Once upon a time, when I was still a student and working for Emory University’s central computing unit, I bought one of Steve Job’s NeXT computers. As you probably know, this is the computer company he founded after leaving Apple. The computer was expensive. Very expensive, but I saved up for it as it was, hands down, the best computer I had ever used. It got everything right.

Impulsively, I wrote Steve Jobs at NeXT to say that. To my surprise, he wrote me back and we had a dialog for a bit. In the end, he offered me a Job at NeXT which I did not accept as I wanted to finish my degree. While I absolutely love what I do today, I sometimes wonder what my life would have been like had I taken that path instead.

Still, many of the lessons of Steve Jobs are with me today in what we do. Put simply, he taught us that it is not about the technology, it is about the people using it. You should not need to be a computer expert to get things going. It should “just work.”

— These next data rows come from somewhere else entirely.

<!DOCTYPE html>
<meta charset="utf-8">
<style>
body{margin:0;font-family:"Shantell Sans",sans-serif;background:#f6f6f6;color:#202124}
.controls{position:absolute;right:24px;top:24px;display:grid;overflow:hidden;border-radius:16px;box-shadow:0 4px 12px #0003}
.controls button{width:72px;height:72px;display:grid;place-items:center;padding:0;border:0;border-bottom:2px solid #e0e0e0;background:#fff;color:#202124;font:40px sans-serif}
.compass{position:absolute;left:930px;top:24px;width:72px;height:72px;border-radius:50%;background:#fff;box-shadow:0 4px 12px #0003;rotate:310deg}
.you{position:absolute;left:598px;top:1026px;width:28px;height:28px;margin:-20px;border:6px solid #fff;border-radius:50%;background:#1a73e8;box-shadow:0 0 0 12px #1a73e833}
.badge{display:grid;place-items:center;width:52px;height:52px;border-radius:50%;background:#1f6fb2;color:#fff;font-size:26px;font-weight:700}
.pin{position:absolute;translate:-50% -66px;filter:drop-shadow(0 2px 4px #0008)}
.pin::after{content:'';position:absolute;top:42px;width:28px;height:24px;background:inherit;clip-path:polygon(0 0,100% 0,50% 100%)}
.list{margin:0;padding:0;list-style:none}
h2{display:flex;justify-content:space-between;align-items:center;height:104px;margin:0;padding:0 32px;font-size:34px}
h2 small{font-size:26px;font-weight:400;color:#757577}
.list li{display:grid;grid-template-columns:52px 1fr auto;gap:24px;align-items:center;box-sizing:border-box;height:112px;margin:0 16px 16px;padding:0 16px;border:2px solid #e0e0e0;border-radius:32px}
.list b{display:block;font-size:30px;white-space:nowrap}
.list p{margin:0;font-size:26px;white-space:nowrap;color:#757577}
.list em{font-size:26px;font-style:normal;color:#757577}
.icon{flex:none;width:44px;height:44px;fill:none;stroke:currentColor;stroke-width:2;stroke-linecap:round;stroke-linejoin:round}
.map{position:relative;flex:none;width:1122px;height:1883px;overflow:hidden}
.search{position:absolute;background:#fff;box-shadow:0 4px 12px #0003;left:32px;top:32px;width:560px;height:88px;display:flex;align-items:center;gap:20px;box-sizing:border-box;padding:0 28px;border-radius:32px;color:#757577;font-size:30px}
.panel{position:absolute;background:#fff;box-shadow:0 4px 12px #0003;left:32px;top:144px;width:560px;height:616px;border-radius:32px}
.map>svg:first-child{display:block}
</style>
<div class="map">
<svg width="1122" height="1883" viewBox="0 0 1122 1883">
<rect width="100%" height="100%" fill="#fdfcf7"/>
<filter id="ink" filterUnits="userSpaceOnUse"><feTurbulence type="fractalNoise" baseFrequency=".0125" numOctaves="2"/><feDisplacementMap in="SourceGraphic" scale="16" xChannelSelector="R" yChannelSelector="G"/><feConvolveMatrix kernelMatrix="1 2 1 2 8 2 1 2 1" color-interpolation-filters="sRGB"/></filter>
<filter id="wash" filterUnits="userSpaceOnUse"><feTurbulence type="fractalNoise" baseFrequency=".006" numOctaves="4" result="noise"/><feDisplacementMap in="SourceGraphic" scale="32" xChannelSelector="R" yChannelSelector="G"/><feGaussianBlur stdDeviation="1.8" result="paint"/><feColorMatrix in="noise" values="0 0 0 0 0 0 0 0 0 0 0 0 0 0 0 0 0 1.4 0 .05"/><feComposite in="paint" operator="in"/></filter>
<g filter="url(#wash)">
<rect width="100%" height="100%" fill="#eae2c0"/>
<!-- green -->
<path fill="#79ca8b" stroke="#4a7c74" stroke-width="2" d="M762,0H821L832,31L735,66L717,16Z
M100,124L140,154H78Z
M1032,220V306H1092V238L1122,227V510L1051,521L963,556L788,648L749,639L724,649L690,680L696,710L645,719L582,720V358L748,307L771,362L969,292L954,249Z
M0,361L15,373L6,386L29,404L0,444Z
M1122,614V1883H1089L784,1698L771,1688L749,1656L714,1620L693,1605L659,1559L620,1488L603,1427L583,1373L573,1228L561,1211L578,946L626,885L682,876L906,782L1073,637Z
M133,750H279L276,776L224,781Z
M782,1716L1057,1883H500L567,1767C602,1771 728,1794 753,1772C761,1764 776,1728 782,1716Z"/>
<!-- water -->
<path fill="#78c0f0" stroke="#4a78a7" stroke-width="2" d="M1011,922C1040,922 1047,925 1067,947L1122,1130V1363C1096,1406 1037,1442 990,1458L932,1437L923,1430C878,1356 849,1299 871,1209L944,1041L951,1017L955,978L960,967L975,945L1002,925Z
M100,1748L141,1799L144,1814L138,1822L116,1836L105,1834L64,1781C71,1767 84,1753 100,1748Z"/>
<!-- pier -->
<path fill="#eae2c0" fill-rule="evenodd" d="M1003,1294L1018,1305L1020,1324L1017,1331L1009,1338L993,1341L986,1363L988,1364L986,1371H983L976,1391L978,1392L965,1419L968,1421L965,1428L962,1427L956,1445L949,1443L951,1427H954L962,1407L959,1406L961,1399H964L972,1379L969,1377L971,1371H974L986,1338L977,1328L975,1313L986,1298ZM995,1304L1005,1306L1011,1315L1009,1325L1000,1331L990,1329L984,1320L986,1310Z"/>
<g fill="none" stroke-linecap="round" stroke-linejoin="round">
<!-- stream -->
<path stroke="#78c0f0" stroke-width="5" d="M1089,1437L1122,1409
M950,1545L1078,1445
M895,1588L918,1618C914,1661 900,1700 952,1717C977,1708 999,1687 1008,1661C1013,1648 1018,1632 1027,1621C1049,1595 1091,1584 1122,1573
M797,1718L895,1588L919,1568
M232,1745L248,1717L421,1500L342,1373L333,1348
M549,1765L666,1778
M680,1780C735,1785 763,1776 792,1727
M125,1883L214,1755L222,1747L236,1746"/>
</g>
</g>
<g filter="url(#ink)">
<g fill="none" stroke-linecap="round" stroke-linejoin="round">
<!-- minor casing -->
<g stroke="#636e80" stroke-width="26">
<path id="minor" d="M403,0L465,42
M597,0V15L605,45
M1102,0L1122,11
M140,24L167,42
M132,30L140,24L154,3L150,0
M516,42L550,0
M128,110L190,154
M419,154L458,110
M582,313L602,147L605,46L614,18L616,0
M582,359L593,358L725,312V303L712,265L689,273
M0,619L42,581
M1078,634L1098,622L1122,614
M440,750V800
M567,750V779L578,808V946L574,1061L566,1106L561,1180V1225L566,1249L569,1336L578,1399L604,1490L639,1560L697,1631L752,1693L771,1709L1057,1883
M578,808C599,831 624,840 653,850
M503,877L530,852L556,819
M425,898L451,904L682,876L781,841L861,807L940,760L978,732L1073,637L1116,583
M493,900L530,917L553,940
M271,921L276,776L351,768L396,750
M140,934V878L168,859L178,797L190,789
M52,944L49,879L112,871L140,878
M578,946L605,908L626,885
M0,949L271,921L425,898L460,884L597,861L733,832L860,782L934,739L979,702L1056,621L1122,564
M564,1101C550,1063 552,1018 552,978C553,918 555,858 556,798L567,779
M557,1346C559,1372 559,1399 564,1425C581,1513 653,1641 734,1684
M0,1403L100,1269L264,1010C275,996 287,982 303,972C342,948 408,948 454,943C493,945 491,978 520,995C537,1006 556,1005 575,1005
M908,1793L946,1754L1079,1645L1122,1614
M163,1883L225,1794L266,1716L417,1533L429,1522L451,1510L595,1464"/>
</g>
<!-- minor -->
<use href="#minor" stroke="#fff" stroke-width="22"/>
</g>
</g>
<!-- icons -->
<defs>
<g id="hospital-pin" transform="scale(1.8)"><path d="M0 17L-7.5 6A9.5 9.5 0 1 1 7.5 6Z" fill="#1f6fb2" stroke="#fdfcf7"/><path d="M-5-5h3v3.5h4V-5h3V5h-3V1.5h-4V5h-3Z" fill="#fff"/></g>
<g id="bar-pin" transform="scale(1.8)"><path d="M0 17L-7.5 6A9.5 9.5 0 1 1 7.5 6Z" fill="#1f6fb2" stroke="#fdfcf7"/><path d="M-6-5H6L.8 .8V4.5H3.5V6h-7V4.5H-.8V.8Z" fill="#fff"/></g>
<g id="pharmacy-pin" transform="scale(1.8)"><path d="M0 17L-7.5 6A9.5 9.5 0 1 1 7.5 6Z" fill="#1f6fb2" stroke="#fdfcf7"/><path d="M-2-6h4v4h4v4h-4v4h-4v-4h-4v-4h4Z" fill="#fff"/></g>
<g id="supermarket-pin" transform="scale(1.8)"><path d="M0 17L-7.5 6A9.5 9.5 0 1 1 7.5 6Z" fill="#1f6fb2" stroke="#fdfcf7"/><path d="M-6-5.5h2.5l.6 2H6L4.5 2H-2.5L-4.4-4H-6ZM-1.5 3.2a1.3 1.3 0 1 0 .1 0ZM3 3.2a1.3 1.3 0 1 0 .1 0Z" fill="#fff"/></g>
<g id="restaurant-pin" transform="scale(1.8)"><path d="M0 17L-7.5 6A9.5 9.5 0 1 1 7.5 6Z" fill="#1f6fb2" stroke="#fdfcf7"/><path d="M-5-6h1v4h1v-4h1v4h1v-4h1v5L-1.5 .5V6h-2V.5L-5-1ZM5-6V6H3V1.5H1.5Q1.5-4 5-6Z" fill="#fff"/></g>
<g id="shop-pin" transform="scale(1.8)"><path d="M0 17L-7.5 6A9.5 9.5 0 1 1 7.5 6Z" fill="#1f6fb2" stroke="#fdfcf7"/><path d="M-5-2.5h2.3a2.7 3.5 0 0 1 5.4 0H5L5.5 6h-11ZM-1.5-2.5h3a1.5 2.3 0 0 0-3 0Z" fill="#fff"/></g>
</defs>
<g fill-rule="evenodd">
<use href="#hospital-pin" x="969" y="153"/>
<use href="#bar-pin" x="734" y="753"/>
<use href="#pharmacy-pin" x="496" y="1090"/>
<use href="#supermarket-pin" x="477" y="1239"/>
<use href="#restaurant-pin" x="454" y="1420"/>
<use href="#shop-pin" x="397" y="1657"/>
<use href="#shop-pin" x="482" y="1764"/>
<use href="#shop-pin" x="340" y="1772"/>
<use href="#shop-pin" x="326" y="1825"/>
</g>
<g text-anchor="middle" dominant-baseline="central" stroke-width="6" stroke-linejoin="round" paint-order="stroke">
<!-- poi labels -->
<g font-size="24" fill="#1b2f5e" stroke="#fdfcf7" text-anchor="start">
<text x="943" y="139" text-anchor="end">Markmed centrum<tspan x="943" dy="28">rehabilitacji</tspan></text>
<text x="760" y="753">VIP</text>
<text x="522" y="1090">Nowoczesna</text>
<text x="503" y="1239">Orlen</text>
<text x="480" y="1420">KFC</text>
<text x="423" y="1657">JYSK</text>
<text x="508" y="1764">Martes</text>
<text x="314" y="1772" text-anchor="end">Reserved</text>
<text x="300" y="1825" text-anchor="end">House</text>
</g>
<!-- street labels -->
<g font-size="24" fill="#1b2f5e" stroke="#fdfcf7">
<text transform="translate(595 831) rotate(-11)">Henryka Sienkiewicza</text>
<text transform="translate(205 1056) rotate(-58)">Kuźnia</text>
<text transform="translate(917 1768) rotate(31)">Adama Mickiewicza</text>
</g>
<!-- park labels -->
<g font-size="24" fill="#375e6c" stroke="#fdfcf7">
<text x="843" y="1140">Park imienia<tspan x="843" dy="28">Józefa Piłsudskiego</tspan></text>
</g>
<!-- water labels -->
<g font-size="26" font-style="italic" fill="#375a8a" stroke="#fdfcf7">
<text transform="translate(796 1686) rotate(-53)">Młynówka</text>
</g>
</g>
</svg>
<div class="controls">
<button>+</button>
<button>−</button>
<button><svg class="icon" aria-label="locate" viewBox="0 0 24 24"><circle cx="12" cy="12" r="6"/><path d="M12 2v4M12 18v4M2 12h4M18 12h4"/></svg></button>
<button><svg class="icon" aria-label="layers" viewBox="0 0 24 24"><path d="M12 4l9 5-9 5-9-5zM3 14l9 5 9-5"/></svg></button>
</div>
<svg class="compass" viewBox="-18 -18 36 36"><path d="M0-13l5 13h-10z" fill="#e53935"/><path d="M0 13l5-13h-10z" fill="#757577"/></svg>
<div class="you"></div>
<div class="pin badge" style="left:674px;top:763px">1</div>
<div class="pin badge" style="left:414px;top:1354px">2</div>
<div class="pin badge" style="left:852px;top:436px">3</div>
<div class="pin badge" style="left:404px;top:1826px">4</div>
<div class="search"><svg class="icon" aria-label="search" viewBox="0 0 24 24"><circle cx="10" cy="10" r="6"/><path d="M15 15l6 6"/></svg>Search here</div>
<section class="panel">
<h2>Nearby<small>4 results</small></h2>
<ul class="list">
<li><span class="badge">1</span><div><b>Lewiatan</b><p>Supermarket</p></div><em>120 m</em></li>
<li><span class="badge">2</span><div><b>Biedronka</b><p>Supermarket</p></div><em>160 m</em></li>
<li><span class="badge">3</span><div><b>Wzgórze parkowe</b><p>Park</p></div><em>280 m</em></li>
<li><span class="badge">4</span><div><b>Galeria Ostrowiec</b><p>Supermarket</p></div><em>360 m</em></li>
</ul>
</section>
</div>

That lesson was driven home for me with the iPhone. It just worked and it was the first smart phone I have ever had that could claim that to be true. Hence, it has become an invaluable, indispensable part of my life. No other phone in its class, past or present (and we have the support tickets to prove it) works so well, so easily or so reliably.

The man was brilliant. Whether you use Apple products or not, there is no denying that he remade all of our lives. So, here is to you, Mr. Steve Jobs. Rest in Peace.

PS: Yes, I still have my NeXT Turbo Color. It is the only computer I will ever keep.